Intervista
di Renzo Montagnoli a Massimo Baldi, autore della silloge poetica Le quattro stagioni di un viaggiatore
solitario, edito da Edizioni Creativa.
Questo libro sviluppa diversi temi quali l'amore, le riflessioni
sull'esistenza, la religione e riporta anche alcuni aforismi. Quali motivi
inducono un uomo, nel caso specifico tu, a trasporre in versi le proprie
emozioni e sensazioni e con quale scopo?
Premetto che scrivere è
stata, sin dall'età adolescenziale, una passione irrefrenabile, un insopprimibile
desiderio di libertà.
I motivi principali che
mi hanno spinto a pubblicare
questa silloge e alcuni aforismi sono la voglia di trasmettere
agli altri le mie emozioni, il piacere di condividere riflessioni su temi
importanti quali l'amore, la religione e la vita in ogni sua forma e
manifestazione e la necessità del confronto dialettico con i lettori come
costante motivo di crescita e autocritica.
Le tematiche del libro
riflettono, inevitabilmente, il mio carattere e la mia sensibilità, il modo di
“leggere” il mondo oltre le sterili apparenze; alti e bassi, che sono presenti
nel libro, rappresentano pennellate di colore puro sul quadro della vita.
Come Vivaldi dividi i periodi della vita in quattro stagioni ed è
perfettamente comprensibile, ma perché di
un viaggiatore solitario? In fin dei conti hai l'amore per tua moglie e
quello ti accompagna che lei sia con te, oppure no. Allora, se la vita è un
viaggio, un percorso, che significato ha quel “solitario”?
Sicuramente la mia
compagna di vita è il dono più bello che abbia mai ricevuto da Dio; io e Lei
diventiamo il viaggiatore, anzi siamo quel viaggiatore del libro e, attraverso
i suoi occhi, la vita diventa una meravigliosa e continua scoperta.
Il termine “solitario”
assume per me due significati abbastanza contrastanti: da un lato racchiude
qualcosa di bellissimo ed appagante perché rappresenta l'individualità che
rende ciascuno di noi esseri unici e imperfetti (per fortuna), contro qualsiasi
omologazione che ci spersonalizza e ci spoglia di noi stessi, dall'altro
nasconde, neppure troppo velatamente, una punta di amarezza in quanto io e Lei, talune volte, ci siamo confrontati con persone
superficiali, che ragionavano in maniera materialistica, insincera ed
egoistica.
Essere solitari, comunque, non vuol dire
porre delle barriere agli altri anzi è l'esatto contrario in quanto il
solitario ha coscienza di sé e dei propri limiti e il suo confronto con il
mondo è leale e sereno perché avviene dopo aver compiuto il viaggio più
meraviglioso e difficile, quello dentro la propria anima.
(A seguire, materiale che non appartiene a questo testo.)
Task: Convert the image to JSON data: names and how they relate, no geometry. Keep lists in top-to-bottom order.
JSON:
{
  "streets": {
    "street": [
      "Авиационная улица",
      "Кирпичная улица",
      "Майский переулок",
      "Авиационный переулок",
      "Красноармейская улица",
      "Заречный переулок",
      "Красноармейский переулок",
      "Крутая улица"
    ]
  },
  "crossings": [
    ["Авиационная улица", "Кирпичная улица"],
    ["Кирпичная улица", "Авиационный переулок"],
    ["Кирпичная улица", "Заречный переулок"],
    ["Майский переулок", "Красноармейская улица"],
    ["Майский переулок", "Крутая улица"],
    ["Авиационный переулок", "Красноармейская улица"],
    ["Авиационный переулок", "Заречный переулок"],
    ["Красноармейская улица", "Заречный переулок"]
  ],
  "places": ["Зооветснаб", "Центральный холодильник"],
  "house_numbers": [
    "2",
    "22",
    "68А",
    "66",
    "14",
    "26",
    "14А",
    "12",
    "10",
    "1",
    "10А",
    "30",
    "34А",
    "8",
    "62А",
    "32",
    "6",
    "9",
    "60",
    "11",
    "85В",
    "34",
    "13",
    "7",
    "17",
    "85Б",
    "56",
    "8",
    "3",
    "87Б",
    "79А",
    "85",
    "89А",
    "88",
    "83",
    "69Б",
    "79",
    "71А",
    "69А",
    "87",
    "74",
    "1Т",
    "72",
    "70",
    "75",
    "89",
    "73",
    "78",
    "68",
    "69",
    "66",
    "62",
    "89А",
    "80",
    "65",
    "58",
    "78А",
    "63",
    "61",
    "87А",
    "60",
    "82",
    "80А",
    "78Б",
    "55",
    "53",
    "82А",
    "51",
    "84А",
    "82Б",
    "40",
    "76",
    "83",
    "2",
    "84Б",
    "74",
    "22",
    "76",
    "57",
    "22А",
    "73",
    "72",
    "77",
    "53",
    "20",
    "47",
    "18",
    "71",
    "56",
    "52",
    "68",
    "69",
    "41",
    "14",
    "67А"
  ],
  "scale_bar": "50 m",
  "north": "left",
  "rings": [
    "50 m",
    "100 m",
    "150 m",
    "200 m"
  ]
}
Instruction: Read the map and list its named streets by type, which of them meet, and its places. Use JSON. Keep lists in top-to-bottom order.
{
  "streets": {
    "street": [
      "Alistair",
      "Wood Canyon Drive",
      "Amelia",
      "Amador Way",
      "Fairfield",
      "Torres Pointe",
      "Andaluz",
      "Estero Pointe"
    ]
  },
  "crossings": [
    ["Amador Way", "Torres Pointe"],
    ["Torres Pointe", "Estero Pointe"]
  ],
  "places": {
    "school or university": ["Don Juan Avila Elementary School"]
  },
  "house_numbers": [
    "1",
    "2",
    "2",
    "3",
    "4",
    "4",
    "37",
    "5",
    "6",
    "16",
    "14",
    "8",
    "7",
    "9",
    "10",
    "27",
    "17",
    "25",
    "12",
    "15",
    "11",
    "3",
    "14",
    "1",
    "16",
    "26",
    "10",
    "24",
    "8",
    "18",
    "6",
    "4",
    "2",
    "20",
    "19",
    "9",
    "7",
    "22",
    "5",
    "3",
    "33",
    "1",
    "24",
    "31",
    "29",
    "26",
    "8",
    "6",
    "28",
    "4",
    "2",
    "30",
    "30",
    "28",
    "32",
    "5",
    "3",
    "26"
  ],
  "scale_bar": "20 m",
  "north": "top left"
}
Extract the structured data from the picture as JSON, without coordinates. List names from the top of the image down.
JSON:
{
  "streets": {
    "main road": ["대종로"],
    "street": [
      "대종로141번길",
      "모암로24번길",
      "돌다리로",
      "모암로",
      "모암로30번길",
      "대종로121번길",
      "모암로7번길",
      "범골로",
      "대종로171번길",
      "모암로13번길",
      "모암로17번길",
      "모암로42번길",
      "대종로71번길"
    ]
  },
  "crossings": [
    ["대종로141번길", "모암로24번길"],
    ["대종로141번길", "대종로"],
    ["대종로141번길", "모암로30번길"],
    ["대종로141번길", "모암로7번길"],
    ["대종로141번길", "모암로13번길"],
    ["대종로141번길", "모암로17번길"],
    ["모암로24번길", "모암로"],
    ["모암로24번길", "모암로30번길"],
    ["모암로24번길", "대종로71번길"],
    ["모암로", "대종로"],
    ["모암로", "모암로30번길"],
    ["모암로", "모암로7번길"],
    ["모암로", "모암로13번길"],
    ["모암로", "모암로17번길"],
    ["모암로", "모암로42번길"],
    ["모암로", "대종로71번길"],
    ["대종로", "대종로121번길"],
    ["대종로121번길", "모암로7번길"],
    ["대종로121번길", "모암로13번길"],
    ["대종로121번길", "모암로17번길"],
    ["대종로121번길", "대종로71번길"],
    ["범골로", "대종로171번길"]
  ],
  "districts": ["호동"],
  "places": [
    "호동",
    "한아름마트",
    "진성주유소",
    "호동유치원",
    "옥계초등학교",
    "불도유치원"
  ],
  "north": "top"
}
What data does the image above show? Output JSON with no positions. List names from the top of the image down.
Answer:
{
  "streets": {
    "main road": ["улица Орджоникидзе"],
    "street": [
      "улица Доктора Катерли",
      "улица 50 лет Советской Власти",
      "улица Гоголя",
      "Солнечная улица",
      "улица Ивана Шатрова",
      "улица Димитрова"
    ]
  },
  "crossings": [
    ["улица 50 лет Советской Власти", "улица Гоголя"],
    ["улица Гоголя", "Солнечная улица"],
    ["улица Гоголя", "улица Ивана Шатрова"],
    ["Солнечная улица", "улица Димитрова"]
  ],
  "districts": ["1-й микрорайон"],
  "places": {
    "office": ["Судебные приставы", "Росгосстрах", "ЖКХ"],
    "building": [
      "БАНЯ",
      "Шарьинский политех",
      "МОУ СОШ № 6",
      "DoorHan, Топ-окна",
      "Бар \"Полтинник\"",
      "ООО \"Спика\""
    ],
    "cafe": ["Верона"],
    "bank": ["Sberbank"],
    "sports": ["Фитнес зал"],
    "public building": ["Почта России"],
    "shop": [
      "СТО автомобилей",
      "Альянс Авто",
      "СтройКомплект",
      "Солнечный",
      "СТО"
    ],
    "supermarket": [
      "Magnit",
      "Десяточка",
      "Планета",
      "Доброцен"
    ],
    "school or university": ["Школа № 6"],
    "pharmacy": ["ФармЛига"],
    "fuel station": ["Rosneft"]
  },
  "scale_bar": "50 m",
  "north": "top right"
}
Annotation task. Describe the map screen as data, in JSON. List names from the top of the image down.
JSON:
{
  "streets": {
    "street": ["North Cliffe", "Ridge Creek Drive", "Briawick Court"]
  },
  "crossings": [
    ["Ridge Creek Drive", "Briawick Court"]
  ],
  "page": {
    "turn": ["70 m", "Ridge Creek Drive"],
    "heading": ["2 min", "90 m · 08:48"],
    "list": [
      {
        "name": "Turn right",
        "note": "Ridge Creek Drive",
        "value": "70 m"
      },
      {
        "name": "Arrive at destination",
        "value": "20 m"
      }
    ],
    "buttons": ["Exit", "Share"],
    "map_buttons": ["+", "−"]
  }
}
O forse è solo la nostra anima che compie il viaggio, un'essenza
incorporea che dona la vita a una materia inerte e poi l'abbandona quando la
carne ha compiuto il suo ciclo per ritornarsene nell'infinito, nell'eternità.
Sentimenti nobili, che condivido, ma che purtroppo contrastano con
un mondo fatto di apparenza e non di sostanza, in cui non sembra esserci posto
per quella spiritualità innata in ognuno di noi. E questa mia divagazione
finisce per il richiamare un'altra domanda: che cos'è per te la poesia?
La poesia è arte sublime
e nobile, è capacità di astrarre da qualsiasi contesto l'essenza extracorporea,
è sapersi mettersi in ascolto e intimo contatto con la Natura, è a-temporale,
senza limiti di spazio, la poesia sono ali per guardare oltre.
La poesia è l'anima che
parla, è un fluido magico che unisce, divide, ricongiunge ma che sempre eleva
l'Uomo a vette nobili.
La poesia, scontrandosi
con il mondo moderno e con la civiltà dell'usa e
getta, è anche (e purtroppo) sofferenza, è lacerante grido interiore.
La poesia è ricerca del
proprio Io e delle proprie origini, la poesia per me è aria, è la vita stessa.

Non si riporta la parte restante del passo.